A group of experienced real estate developers has reached an agreement with the chief executive of the company that owns the Riviera to buy out his shares of stock in the casino's parent company -- a deal experts say will allow the group to eventually take over the company and redevelop the aging Las Vegas property.

Riviera Holdings Corp., which owns the Riviera on the Strip and the Riviera Black Hawk in Colorado, has been subject to numerous buyout offers and other redevelopment proposals over the years, none of which came to fruition.

Some experts say the purchase agreement is different than the past deals because it is led by a group capable of financing the purchase and redevelopment of a major Strip resort, whereas previous groups did not have the expertise or ability to finance a makeover that could cost more than a billion dollars. The deal was made public in a Securities and Exchange Commission filing.

North Strip revitalization

The agreement comes as several older properties at the north end of the Strip, including the Stardust and the Westward Ho, face the wrecking ball.

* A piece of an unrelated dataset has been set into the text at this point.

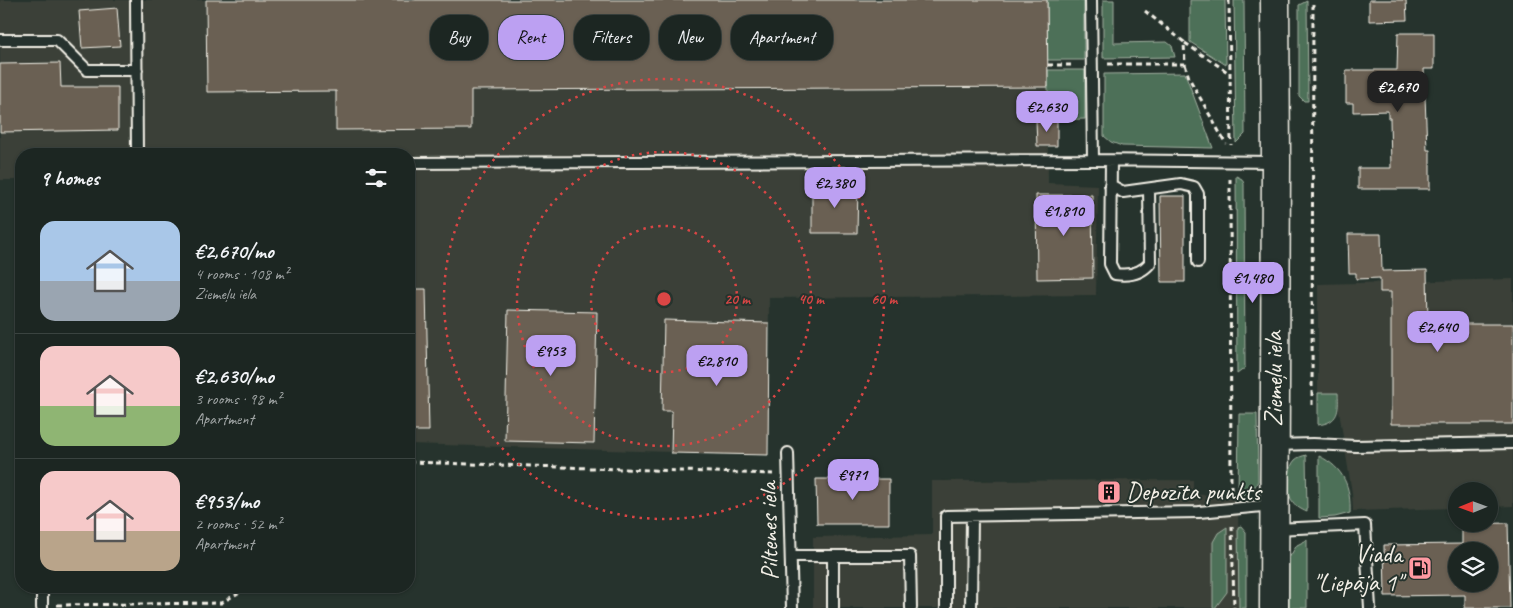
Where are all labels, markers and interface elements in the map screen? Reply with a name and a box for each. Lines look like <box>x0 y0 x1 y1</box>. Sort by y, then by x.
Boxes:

Those and other properties will soon become higher-density resorts and condominiums in response to rising land prices, demand for Strip-front residences and competition from newer, more upscale resorts.

The group purchasing Riviera shares includes Barry Sternlicht, the former chief executive of Starwood Hotels and Resorts Worldwide, Las Vegas real estate developer Brett Torino and Chicago real estate executive and casino investor Neil Bluhm. Torino and Bluhm declined to comment further on the agreement, and Sternlicht could not be reached for comment by press time.

Riviera officials, including Chief Executive Bill Westerman, also declined comment.

Brett Torino

In partnership with New York-based real estate investors, Torino has accumulated more than 18 acres around Harmon Avenue and the Strip, including the Hawaiian Marketplace retail mall.

Torino's partnership, called Metroflag, once planned to build a casino resort at the corner of Harmon Avenue and Las Vegas Boulevard with Minnesota-based Lakes Gaming, which sold its interest to Metroflag four years ago. The Sept. 11 attacks put those plans on indefinite hold, and the company has yet to announce any major development plans, preferring to lease the property to retail tenants.

Barry Sternlicht

Sternlicht made a name for himself as an aggressive dealmaker and is known for buying undervalued hotel properties.

Last year Sternlicht left Starwood Hotels and Resorts, one of the world's largest hotel and resort companies, to focus on running a private real estate investment firm he founded in 1991.

Greenwich, Conn.-based Starwood Capital Group Global LLC manages a real estate portfolio worth more than $10 billion. Sternlicht began his real estate career with JMB Realty Corp. in Chicago, one of Bluhm's companies.

Starwood Hotels once owned Caesars Palace and Desert Inn but exited the casino business before it could capitalize on the boom in luxury tourism in Las Vegas.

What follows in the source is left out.